I think in summary Groovy is a great language for supporting DSLs and the presentation gives a valuable insight into some of the more advanced groovy features, a worthwhile watch.

Junit’s Theory’s as interprested by Schauderhaft and Groovy

JUnit theories sound promising.  Many a time a developer writes a whole lot of @Tests along the lines of testParameterXzero(), testParameterXone(), testParameterXmaxInt(). The test code may be almost identical apart from the parameters being used in the class/method under test which is redundant and prone to error.

Theories offer a sound alternate, specifying a single test method, with a different set of annotations to the regular @Test defining a field or annotation based ParameterSupplier to inject a series of values into each test.

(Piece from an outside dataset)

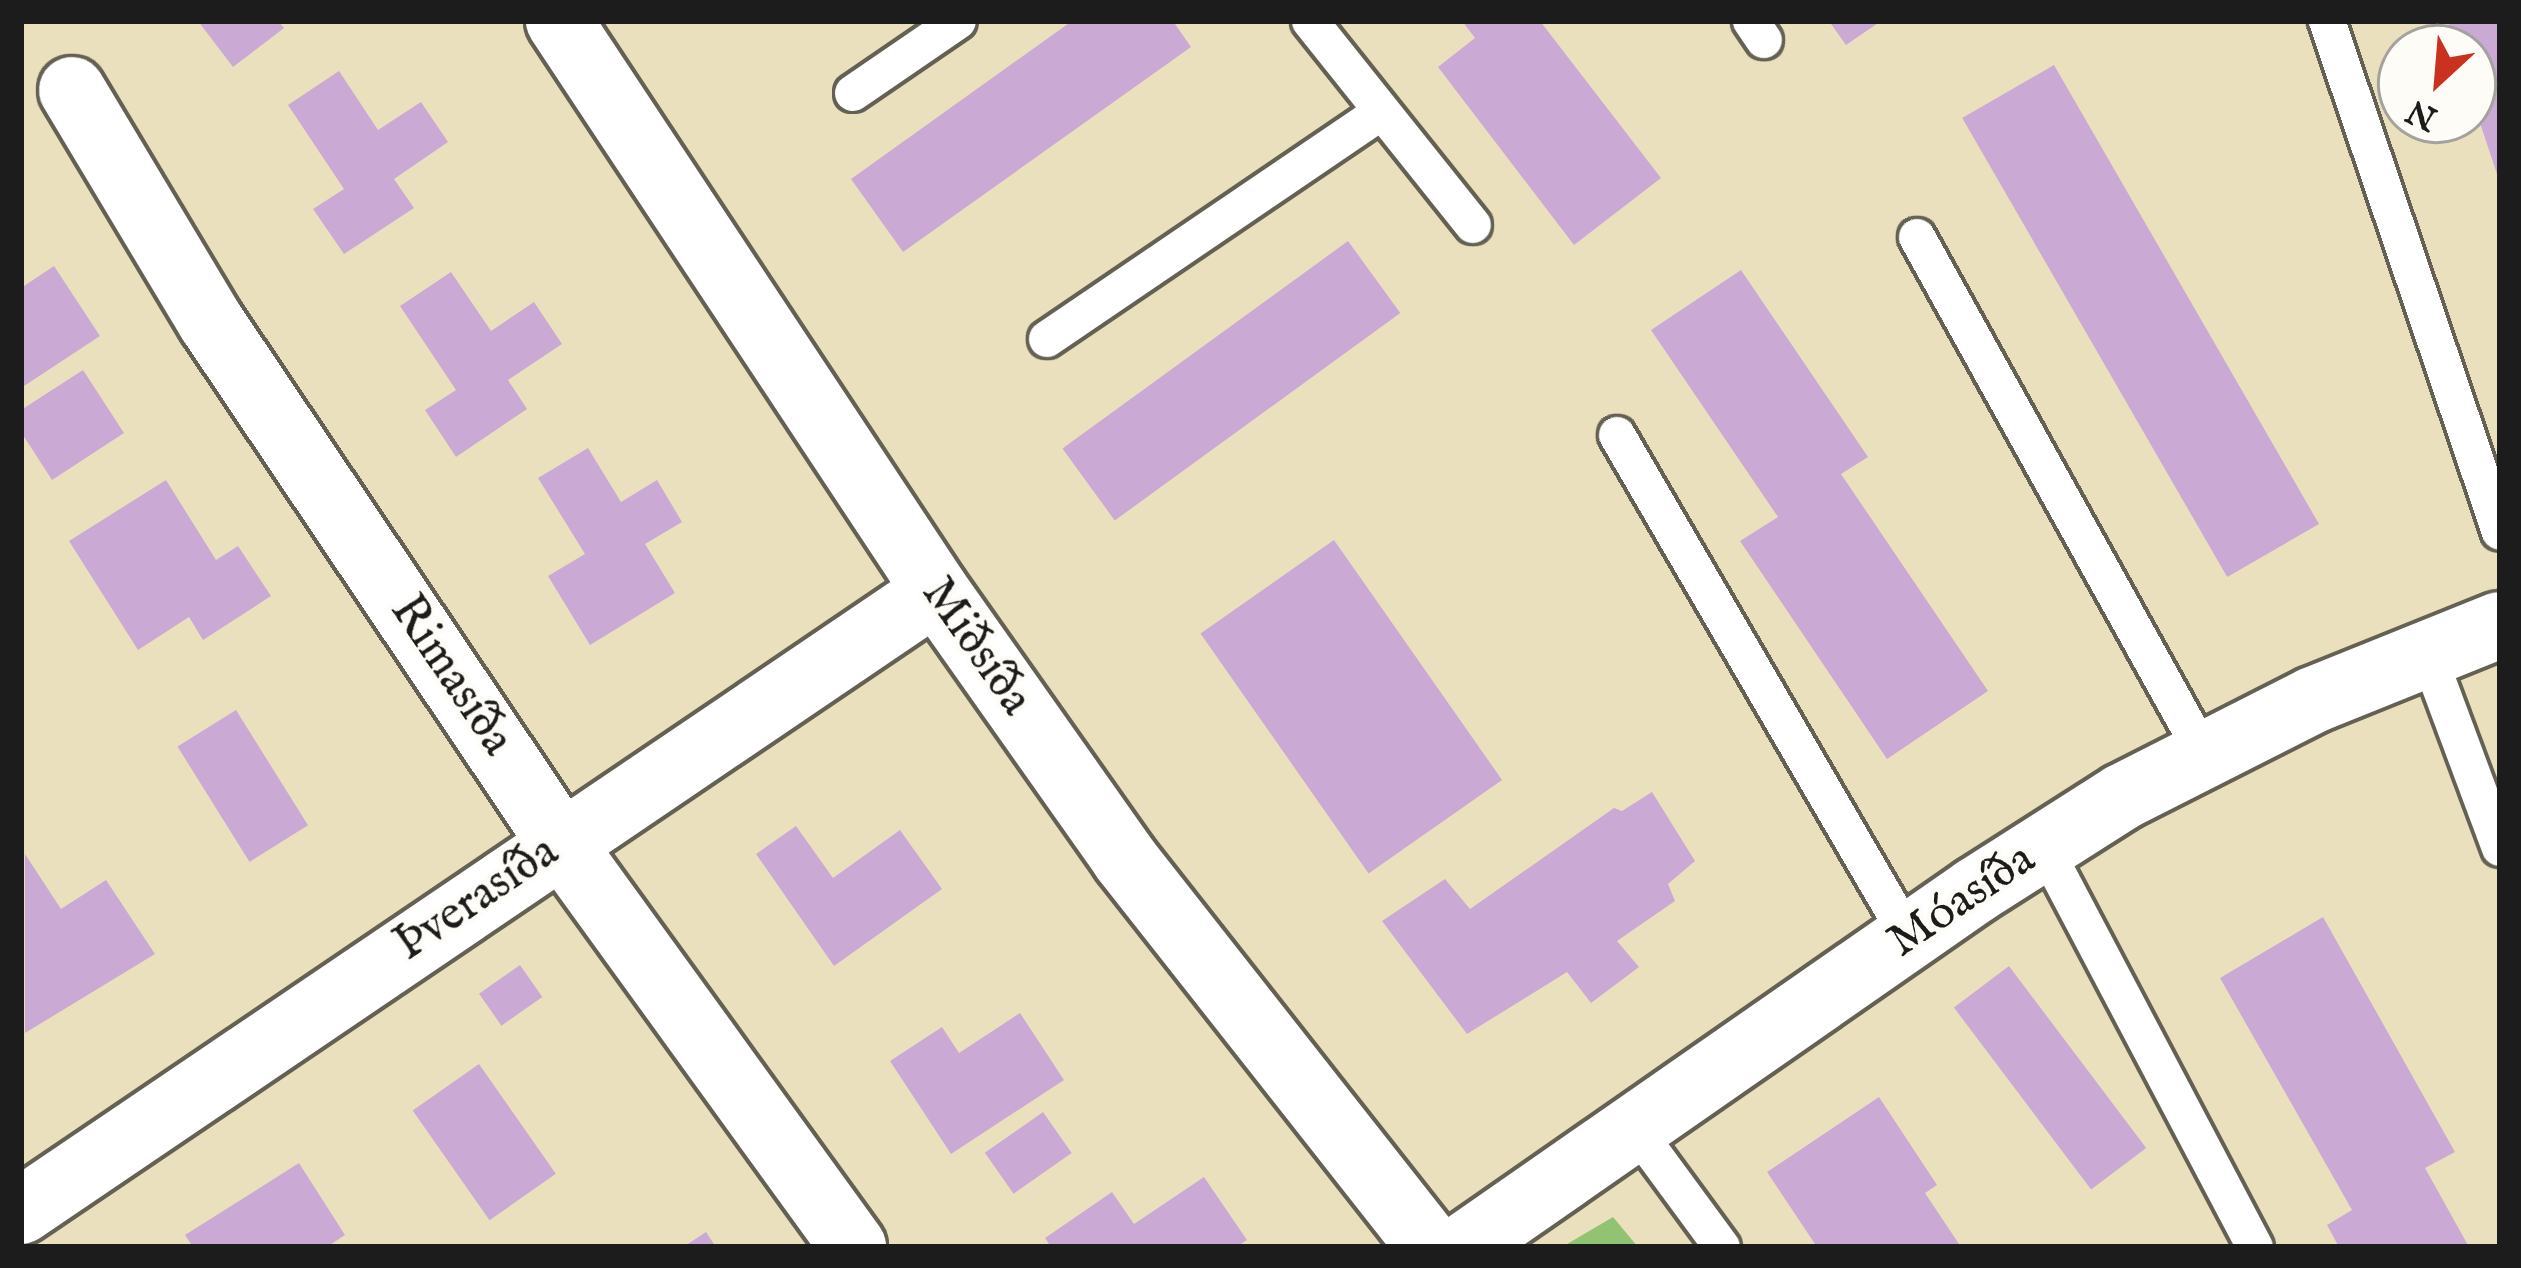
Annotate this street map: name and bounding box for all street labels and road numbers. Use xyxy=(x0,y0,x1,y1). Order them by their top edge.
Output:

Schauderhaft’s blog provides a great summary of what theories are and how to write a parameter supplier to supply a series of datapoints in Java. The annotation based ParameterSupplier does look a little verbose but as Schauderhaft points out, they can be reused – annotation based data fixtures – excellent. I liked these two posts because they do a better job at explaining than the release notes. The blog also links to a blog about another Junit4 feature – parameterised tests – that seem to be a precursor to Theories, and a little simpler to setup. Another great source of how to use Theories is actually in the Groovy documentation about Junit integration. Closures make Datapoints a little more concise (or maybe the example is just simpler? hehe) along with the fact that test data (lists,maps) have a groovy conciseness to them to begin with.